I have indicated below links to our issue tracking document for the issues
that you have raised as substantive. Those that are editorial, I have left
to the editors to decide whether they consider them within their editorial
discretion. I have in some cases recorded a comment against a
different document to the one that inspired it. This reflects my
understanding of the document that 'owns' the specification of a particular
concept.
The document editors may respond further if they need any clarification of
the comment.
Brian
At 14:33 10/03/2003 -0700, C. M. Sperberg-McQueen wrote:
>Colleagues:
>
>With apologies for the delay, I transmit to you herewith the comments
>of the XML Schema Working Group on the various RDF documents published
>in Last Call recently. We congratulate you on the progress of your
>work and hope our comments are useful to you. An HTML version of our
>comments may be found at
>
>http://www.w3.org/XML/Group/2003/03/xml-schema-rdf-notes.html
I'm told this is a link is to a page which is member visible but not public.
[...]
>1.1. Design question, complexity (substantive)
>
> The introduction of pairs consisting of a lexical form and a type (or,
> strictly speaking, a lexical form and a type label) seems at first
> glance to complicate the RDF model somewhat. We have had the
> impression that in other parts of RDF, typing is handled by adding
> further arcs and nodes. If the type of a resource is identified by
> having an arc labeled rdf:type from it to (the URI of) its (RDF) type,
> and if the type of an arc is similarly identified by an arc, then
> surely a reason ought to be given for shifting to a different method
> for typing literal strings. It seems like a dramatic shift in the
> infrastructure of RDF, from "everything is a node, an arc, or a
> literal value" to "everything is a node, an arc, or a typed literal
> value". Perhaps not quite so dramatic, after all. But the question of
> design consistency remains: why not "everything is a typed node, a
> typed arc, or a typed literal"?
Recorded against concepts as
http://www.w3.org/2001/sw/RDFCore/20030123-issues/#xmlsch-01
>1.2. Whitespace handling (schema-related)
>
> Some members of the XML Schema WG have expressed concern that XML
> Schema's rules for whitespace handling may interfere with expected
> behavior in other contexts. This may be the appropriate place to bring
> this question up.
> In brief, XML Schema's simple types each define a whitespace facet,
> which governs the kind of whitespace pre-processing done by an XML
> Schema processor before the lexical form is checked for type validity.

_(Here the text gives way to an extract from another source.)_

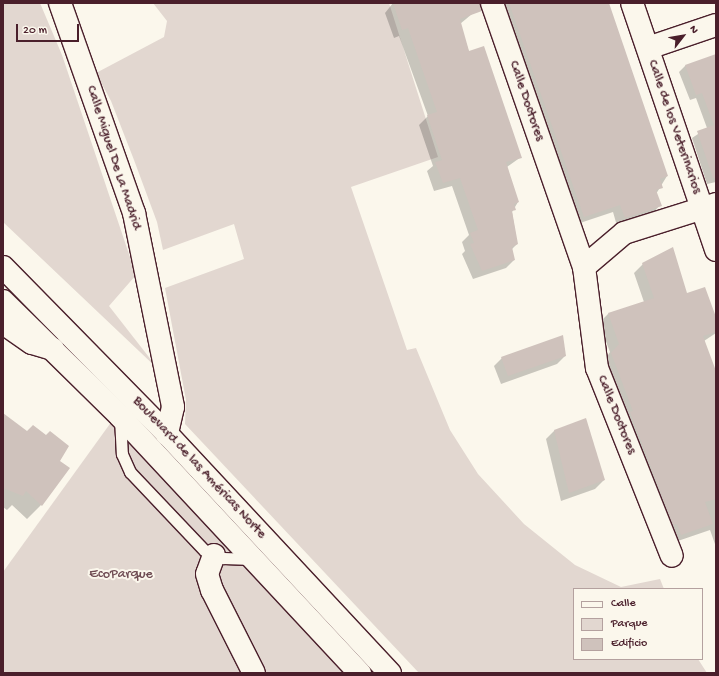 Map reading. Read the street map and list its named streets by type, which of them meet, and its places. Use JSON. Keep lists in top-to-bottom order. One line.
{"streets":{"street":["Calle Doctores","Calle de los Veterinarios","Calle Miguel De La Madrid","Boulevard de las Américas Norte"]},"crossings":[["Calle Miguel De La Madrid","Boulevard de las Américas Norte"]],"parks":["EcoParque"],"legend":["Calle","Parque","Edificio"],"scale_bar":"20 m","north":"top right"} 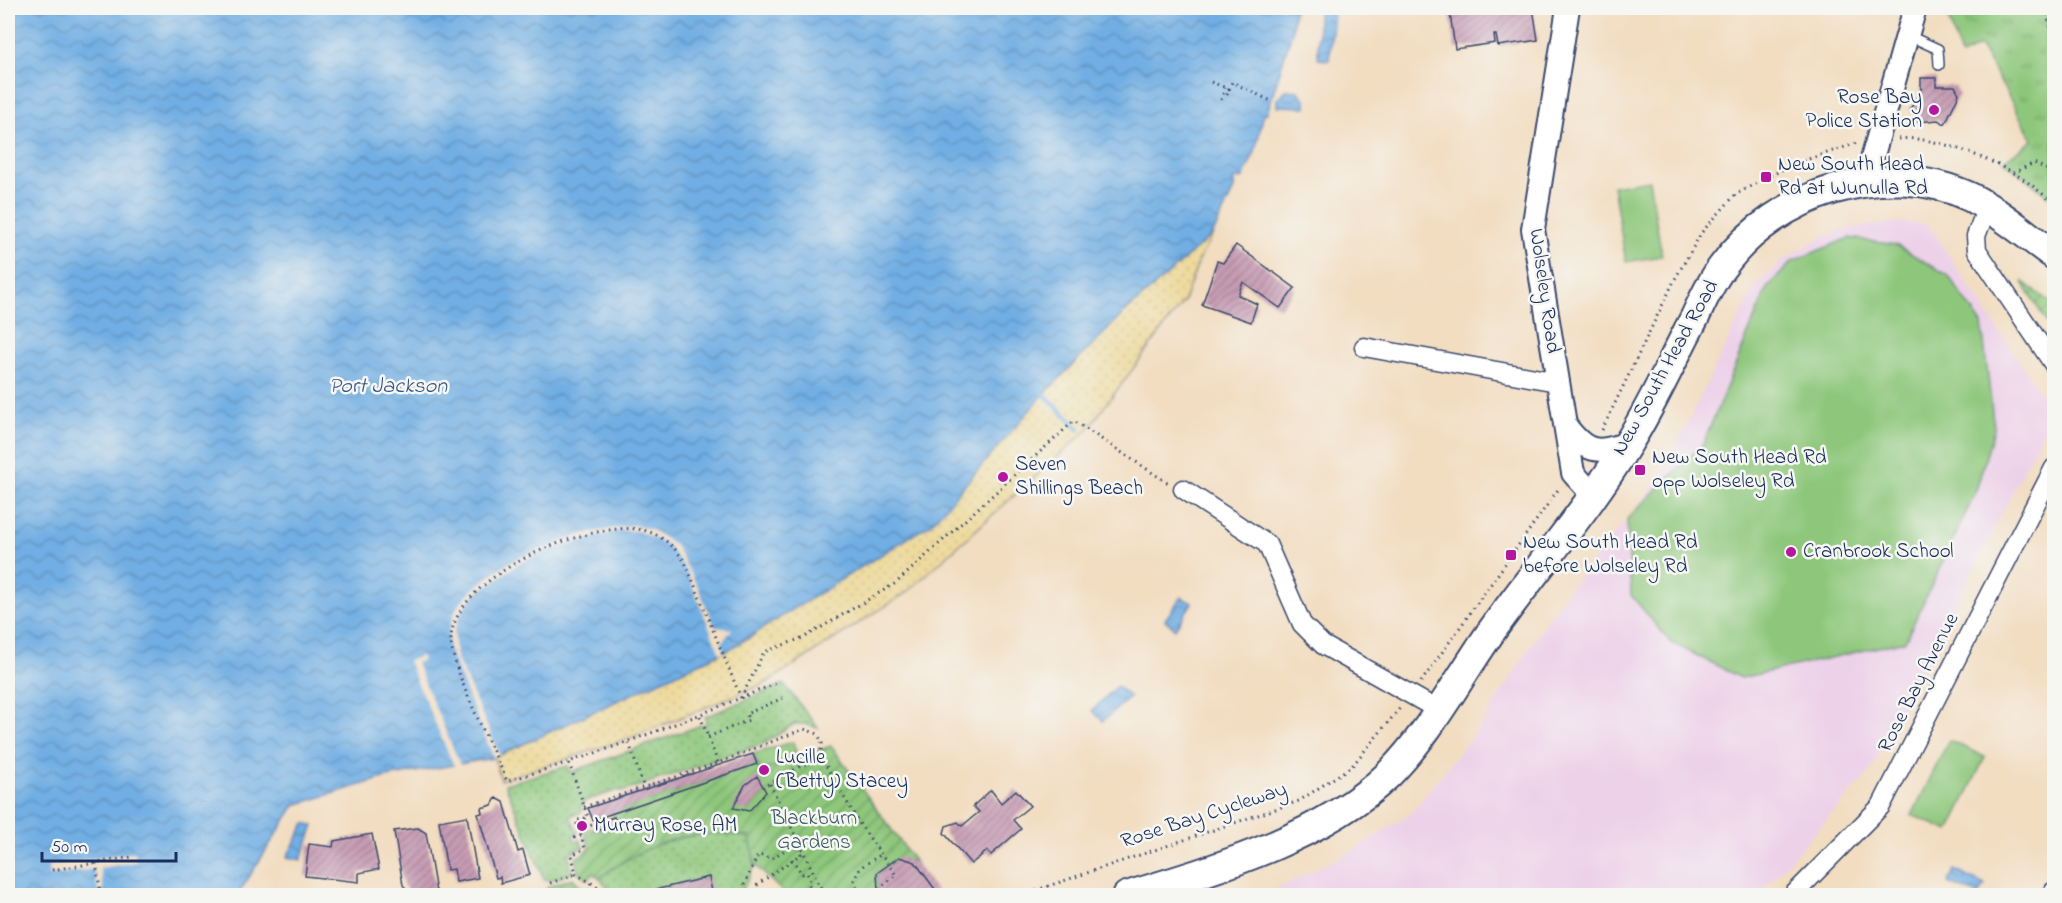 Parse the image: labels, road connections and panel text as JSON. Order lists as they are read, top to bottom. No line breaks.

> Since the point of whitespace normalization is to simplify subsequent
> processing, the lexical spaces of XML Schema's simple types are (like
> those in many programming languages) defined without reference to the
> preceding whitespace normalization. Integers, for example, are
> represented by sequences of decimal digits; sequences containing
> blanks are not legal lexical forms for integers. Indeed, strictly
> speaking it is only after the whitespace pre-processing is done that
> the XML Schema processor can be said to be working with a lexical form
> at all.
> For example, the integer type has a value of collapse for the
> whitespace facet, which means leading and trailing whitespace is
> stripped, and internal whitespace sequences are reduced to a single
> blank (x20) character. In an XML document in which the element
> exterms:age is defined as having type xs:integer, the following
> instances of exterms:age will all be type-valid:
>
> <exterms:age>27</exterms:age>
> <exterms:age>
> 27
> </exterms:age>
> <exterms:age> 27 </exterms:age>
> <exterms:age> 2<!--* ha, ha, fooled your full-text indexer!
> *-->7 </exterms:age>
>
> The input information set, in each case, contains a character
> information item for "2" followed by a character information item for
> "7", with character information items for whitespace characters, and a
> comment information item, present in some of the examples. In all
> cases, the lexical form proper is the character sequence "27" (i.e.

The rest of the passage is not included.